• Exercise directions: Scan the material below for every line with the string "none", and copy those lines.

• Record extracts:
---------------
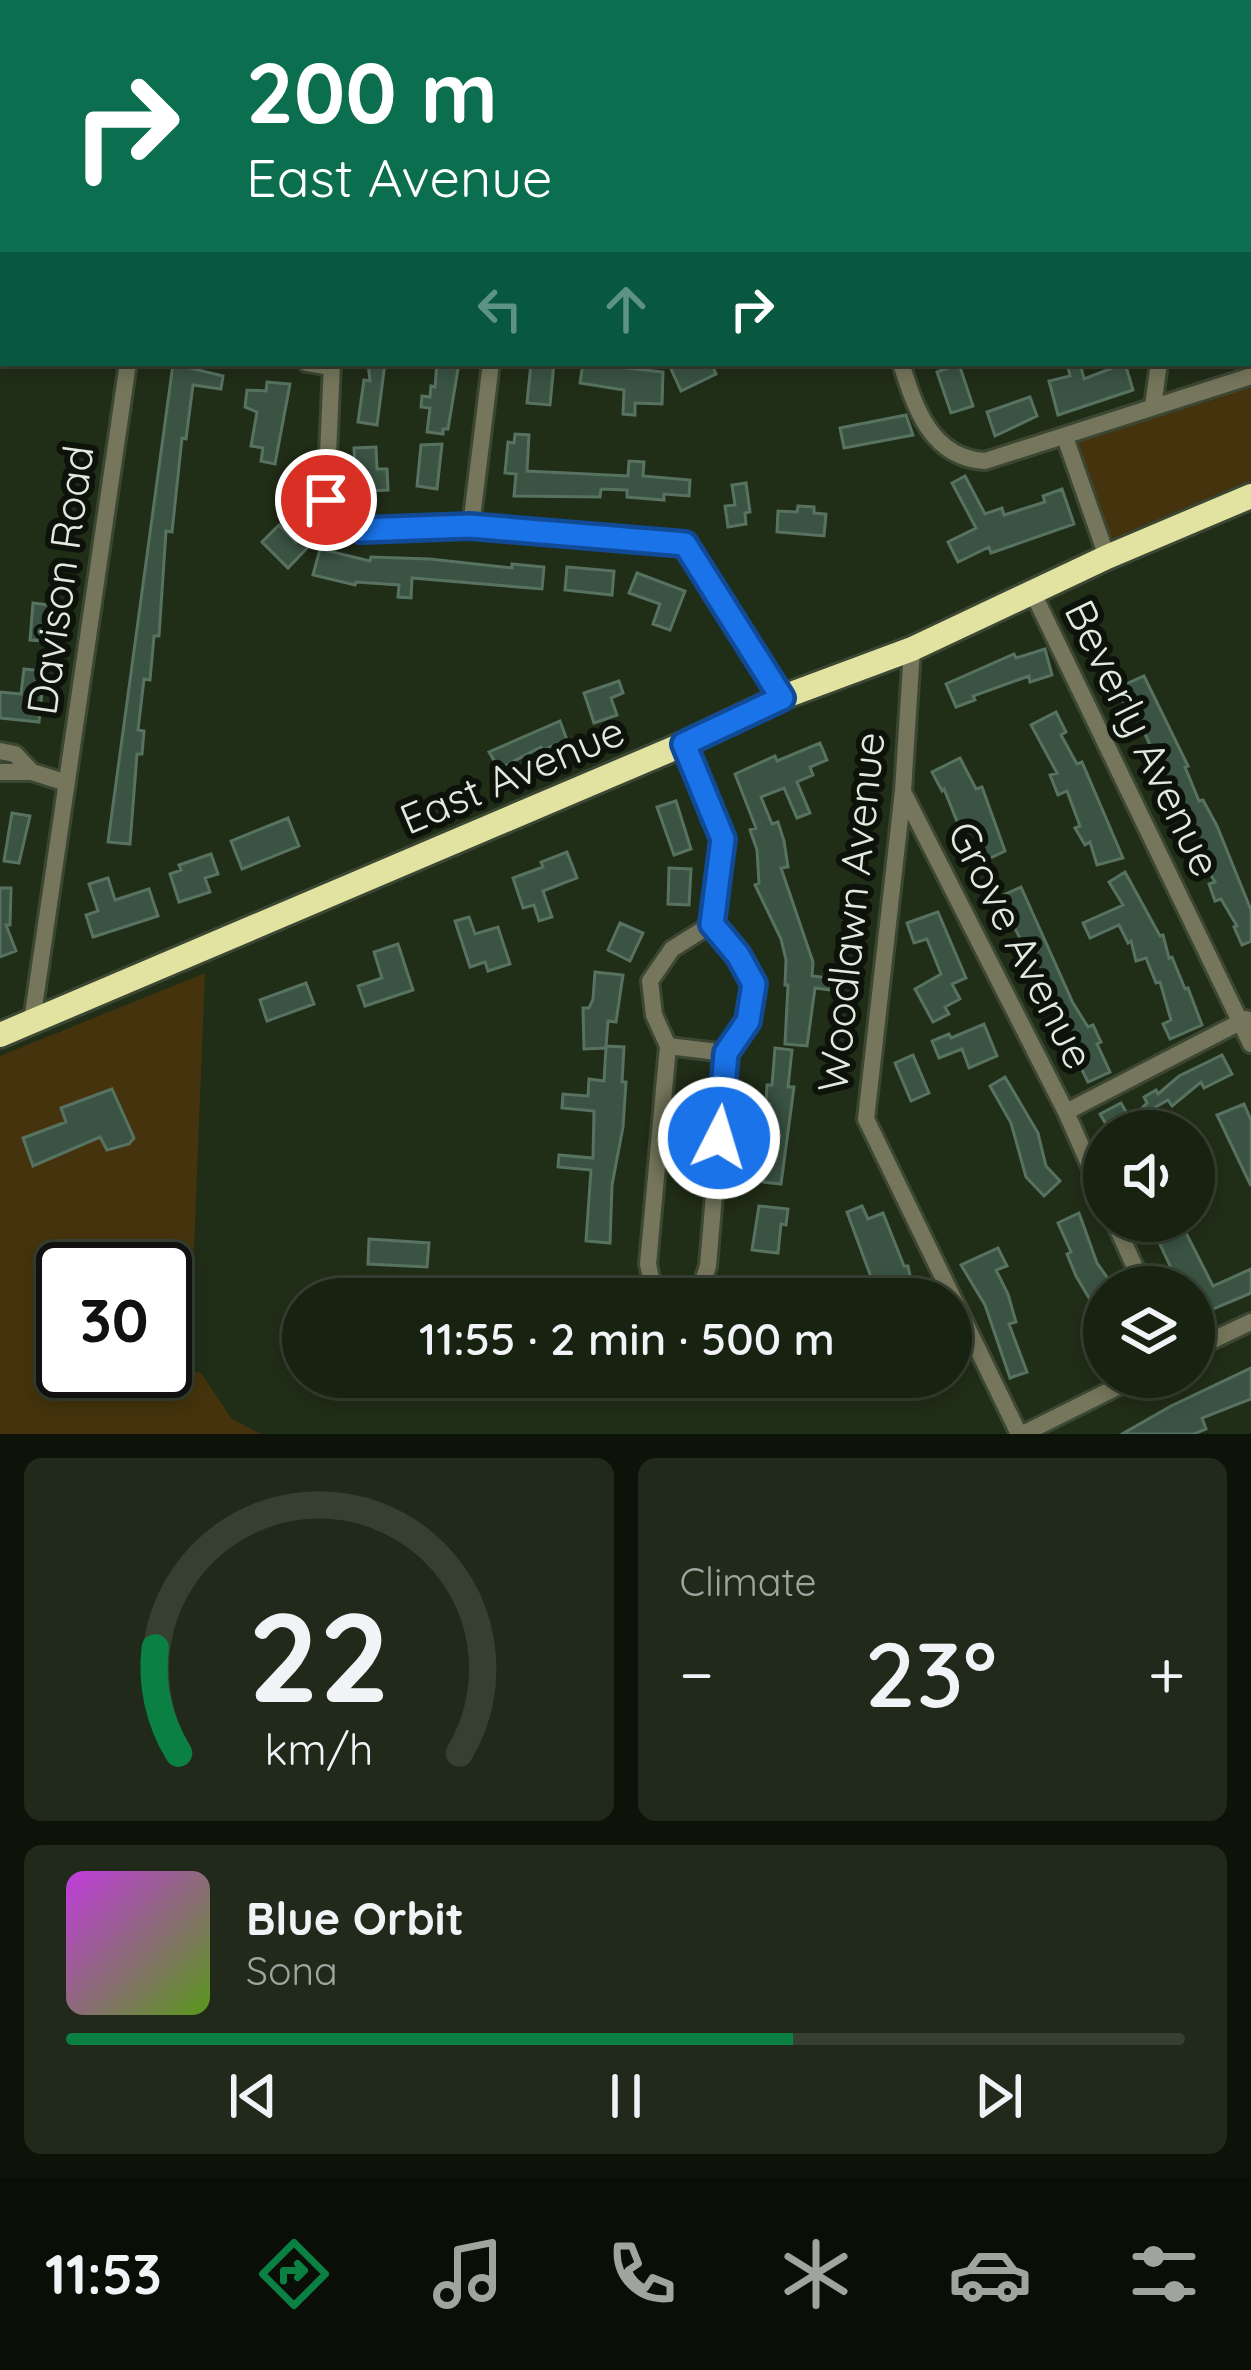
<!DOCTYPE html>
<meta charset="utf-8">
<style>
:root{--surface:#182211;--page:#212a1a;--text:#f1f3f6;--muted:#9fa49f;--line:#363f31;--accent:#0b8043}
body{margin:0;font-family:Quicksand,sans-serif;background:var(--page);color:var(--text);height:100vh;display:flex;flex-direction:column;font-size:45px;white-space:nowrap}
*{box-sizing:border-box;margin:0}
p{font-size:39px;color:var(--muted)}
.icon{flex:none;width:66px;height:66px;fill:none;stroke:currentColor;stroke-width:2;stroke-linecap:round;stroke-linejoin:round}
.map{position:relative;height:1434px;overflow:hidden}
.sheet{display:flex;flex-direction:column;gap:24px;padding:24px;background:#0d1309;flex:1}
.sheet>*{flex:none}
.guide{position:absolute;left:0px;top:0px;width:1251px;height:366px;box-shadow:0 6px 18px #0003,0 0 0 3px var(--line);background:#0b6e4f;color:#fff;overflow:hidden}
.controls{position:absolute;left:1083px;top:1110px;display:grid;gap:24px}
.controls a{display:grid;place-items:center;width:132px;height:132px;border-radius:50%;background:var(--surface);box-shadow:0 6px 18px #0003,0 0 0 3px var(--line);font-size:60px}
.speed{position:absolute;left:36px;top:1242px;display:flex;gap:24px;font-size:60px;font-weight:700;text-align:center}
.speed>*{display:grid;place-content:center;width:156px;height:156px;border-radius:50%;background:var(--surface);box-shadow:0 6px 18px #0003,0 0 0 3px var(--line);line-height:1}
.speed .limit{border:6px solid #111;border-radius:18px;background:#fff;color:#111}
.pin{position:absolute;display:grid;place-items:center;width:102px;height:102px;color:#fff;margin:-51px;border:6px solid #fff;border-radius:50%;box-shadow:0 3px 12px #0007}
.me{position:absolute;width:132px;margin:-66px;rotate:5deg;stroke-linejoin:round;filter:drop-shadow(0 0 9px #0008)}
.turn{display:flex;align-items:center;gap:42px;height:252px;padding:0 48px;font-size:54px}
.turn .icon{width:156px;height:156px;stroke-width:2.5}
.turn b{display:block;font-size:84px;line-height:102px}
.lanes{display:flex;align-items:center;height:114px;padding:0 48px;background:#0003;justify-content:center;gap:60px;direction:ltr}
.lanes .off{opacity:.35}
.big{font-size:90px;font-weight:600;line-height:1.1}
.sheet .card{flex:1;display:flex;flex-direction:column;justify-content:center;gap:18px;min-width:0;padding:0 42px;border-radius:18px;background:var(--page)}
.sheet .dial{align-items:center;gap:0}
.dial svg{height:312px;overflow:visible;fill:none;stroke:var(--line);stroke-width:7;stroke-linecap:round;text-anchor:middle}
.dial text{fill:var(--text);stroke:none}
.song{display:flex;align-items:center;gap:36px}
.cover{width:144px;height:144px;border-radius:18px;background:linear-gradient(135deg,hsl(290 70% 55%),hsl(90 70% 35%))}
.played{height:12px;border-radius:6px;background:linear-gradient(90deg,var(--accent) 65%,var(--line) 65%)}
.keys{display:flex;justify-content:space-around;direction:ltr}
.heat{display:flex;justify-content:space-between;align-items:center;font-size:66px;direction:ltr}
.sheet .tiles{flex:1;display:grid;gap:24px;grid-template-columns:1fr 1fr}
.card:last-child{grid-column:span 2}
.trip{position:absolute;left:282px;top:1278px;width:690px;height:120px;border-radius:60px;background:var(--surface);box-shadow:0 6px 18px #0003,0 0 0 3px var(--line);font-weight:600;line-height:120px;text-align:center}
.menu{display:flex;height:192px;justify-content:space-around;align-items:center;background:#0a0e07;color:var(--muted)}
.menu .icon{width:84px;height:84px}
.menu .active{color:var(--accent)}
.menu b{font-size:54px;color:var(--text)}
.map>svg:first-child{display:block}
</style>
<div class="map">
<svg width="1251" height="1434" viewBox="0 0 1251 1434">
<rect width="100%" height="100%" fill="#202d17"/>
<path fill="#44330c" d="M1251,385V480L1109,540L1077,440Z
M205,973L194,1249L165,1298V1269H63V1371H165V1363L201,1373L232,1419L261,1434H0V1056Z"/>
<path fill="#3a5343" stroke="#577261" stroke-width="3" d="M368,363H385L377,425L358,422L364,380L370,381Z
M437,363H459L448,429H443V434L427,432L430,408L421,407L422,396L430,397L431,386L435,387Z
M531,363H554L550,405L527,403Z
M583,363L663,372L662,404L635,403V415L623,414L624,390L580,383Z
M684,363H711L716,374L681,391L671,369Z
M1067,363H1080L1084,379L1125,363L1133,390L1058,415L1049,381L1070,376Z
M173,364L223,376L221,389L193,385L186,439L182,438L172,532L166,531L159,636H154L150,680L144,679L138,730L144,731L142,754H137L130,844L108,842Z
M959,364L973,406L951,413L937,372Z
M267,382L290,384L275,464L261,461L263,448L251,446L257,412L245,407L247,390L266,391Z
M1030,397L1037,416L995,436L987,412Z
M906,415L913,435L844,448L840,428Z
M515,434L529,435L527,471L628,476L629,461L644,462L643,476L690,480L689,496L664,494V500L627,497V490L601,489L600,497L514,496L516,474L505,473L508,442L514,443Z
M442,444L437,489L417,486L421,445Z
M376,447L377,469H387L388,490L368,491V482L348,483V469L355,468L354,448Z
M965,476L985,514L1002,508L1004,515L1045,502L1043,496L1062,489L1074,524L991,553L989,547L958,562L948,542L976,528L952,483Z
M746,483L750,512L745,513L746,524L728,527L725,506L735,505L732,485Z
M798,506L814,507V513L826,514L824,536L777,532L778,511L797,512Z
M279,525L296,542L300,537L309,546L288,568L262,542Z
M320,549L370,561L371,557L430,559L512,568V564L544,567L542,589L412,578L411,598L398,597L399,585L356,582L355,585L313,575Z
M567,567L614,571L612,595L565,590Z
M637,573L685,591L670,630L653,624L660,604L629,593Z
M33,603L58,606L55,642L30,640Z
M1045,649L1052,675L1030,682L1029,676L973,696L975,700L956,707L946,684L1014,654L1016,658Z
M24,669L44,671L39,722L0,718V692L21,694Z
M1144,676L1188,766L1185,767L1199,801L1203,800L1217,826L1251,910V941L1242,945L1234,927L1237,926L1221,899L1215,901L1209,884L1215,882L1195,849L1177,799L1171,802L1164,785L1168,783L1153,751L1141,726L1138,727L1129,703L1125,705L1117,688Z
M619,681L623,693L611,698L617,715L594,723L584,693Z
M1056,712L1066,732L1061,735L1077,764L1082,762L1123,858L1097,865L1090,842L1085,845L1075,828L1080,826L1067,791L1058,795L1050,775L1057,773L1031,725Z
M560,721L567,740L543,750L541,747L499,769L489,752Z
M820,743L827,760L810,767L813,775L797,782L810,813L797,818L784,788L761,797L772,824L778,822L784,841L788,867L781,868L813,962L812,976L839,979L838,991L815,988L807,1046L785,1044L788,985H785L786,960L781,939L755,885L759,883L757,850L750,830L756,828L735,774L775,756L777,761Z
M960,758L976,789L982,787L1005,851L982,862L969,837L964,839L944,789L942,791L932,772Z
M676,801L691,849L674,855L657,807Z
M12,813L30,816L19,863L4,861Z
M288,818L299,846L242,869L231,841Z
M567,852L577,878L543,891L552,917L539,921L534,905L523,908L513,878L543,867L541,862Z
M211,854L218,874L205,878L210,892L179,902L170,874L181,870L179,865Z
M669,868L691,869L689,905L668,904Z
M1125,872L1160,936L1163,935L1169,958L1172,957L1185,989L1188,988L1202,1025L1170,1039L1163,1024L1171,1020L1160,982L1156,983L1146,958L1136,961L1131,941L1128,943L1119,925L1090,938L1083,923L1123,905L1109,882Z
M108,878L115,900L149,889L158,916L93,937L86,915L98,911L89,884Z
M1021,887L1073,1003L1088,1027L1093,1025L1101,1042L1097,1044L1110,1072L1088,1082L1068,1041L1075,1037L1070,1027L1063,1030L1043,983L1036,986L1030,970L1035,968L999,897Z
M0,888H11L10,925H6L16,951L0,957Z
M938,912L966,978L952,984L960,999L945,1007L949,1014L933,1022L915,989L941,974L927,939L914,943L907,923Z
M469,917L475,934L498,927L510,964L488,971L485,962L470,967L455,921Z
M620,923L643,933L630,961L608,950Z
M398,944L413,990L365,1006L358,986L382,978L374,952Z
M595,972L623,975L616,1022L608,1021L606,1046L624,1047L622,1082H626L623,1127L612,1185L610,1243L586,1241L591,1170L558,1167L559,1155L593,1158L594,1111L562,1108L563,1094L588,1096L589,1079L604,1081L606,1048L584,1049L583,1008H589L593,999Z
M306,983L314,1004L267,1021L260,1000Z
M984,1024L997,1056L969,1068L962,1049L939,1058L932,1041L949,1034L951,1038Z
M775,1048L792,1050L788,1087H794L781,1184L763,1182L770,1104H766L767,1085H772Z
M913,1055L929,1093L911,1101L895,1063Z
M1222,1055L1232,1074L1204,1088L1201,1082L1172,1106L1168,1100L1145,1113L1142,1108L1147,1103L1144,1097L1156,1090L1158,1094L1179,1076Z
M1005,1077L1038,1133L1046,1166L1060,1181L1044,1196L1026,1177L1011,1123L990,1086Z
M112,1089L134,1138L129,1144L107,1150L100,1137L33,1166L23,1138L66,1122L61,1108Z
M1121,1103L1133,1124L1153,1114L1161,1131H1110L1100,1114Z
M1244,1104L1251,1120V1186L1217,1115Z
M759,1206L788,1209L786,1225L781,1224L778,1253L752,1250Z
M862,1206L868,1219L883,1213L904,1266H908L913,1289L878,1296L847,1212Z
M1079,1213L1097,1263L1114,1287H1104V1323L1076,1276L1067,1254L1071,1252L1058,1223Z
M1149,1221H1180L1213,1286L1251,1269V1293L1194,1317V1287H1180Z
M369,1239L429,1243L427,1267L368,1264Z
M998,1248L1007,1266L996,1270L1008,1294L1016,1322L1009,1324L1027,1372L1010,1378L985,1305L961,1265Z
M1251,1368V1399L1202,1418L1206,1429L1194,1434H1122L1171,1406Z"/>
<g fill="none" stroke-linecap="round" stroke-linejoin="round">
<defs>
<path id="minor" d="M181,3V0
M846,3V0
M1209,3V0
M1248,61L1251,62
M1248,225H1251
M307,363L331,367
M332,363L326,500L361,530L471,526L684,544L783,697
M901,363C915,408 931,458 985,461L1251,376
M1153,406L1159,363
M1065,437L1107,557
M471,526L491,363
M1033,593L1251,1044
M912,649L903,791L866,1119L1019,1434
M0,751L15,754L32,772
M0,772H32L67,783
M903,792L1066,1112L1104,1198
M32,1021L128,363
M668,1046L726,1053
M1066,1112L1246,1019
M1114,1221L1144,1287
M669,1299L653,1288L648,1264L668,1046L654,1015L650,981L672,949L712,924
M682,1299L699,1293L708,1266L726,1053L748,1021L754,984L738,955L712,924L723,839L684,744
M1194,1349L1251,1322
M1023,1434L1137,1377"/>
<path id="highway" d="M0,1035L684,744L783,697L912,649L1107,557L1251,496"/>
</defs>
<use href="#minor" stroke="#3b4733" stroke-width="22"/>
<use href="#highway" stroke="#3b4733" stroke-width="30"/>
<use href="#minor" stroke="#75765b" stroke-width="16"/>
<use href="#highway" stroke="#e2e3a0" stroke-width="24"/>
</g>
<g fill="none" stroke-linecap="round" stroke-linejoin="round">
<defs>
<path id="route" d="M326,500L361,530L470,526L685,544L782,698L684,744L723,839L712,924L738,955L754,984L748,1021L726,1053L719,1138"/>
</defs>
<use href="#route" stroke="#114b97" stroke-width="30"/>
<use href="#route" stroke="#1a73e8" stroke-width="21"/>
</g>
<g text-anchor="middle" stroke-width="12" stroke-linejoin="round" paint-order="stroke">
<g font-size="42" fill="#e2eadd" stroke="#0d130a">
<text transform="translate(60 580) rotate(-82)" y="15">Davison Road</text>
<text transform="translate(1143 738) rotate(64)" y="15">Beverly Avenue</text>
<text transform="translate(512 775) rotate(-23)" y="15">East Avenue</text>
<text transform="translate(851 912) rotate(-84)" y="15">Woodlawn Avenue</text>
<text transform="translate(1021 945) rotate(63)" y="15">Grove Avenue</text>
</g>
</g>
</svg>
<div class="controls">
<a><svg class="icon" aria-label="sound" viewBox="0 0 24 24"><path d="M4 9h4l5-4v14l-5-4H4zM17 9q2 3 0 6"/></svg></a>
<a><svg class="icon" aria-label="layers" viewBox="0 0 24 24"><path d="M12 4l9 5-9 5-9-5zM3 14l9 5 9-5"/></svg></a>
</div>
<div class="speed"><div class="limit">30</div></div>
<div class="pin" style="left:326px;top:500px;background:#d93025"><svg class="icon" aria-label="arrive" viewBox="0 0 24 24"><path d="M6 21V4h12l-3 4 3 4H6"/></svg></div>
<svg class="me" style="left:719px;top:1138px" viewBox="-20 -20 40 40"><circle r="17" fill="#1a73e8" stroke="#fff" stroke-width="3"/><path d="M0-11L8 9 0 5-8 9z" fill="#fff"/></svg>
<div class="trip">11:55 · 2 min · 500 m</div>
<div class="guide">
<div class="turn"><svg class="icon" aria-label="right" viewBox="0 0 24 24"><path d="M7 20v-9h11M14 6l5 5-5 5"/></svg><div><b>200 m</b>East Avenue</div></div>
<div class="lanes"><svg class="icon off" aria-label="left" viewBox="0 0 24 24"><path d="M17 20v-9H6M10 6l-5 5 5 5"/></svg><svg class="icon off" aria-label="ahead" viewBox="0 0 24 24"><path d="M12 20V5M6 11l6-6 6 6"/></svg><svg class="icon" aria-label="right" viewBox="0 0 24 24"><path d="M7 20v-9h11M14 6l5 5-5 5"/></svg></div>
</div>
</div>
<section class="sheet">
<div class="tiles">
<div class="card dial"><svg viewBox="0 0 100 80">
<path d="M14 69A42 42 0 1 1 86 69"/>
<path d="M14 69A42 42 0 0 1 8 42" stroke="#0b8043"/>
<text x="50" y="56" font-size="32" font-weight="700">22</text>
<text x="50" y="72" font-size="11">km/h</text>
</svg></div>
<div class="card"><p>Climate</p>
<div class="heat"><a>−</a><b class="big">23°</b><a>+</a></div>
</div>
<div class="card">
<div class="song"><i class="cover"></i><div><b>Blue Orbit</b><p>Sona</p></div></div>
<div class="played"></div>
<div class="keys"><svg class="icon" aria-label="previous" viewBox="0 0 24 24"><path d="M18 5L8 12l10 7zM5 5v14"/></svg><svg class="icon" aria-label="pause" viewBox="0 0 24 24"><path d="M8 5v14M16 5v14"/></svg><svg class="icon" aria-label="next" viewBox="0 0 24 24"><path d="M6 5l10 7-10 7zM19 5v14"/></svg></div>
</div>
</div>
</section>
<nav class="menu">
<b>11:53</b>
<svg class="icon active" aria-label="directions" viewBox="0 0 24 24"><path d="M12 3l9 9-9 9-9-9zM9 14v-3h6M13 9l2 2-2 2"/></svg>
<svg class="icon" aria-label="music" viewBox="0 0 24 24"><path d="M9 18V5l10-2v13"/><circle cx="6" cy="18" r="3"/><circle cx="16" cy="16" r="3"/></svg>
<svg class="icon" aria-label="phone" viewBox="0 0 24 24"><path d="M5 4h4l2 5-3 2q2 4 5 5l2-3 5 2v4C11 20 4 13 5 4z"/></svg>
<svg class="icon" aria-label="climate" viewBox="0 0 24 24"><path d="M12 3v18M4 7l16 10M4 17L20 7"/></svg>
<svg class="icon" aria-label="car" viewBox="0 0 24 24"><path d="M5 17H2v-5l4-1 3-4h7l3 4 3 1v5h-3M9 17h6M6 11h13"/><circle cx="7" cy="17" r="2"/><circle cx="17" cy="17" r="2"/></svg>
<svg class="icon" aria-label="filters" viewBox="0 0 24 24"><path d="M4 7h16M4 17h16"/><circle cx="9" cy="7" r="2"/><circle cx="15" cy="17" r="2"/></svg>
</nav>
---------------
• Result of this exercise:
.icon{flex:none;width:66px;height:66px;fill:none;stroke:currentColor;stroke-width:2;stroke-linecap:round;stroke-linejoin:round}
.sheet>*{flex:none}
.dial svg{height:312px;overflow:visible;fill:none;stroke:var(--line);stroke-width:7;stroke-linecap:round;text-anchor:middle}
.dial text{fill:var(--text);stroke:none}
<g fill="none" stroke-linecap="round" stroke-linejoin="round">
<g fill="none" stroke-linecap="round" stroke-linejoin="round">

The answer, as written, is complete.